**EXERCISE GOAL:**
Once you have read the listing, output it exactly and completely.

**DATA FOR ANALYSIS:**
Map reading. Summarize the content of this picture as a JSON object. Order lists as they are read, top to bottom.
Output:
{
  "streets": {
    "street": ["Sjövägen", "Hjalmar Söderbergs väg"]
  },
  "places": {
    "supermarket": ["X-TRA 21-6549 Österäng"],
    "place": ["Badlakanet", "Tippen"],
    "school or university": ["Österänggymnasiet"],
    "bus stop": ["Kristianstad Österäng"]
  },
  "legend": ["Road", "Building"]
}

**ANSWER SECTION:**
Map reading. Summarize the content of this picture as a JSON object. Order lists as they are read, top to bottom.
Output:
{
  "streets": {
    "street": ["Sjövägen", "Hjalmar Söderbergs väg"]
  },
  "places": {
    "supermarket": ["X-TRA 21-6549 Österäng"],
    "place": ["Badlakanet", "Tippen"],
    "school or university": ["Österänggymnasiet"],
    "bus stop": ["Kristianstad Österäng"]
  },
  "legend": ["Road", "Building"]
}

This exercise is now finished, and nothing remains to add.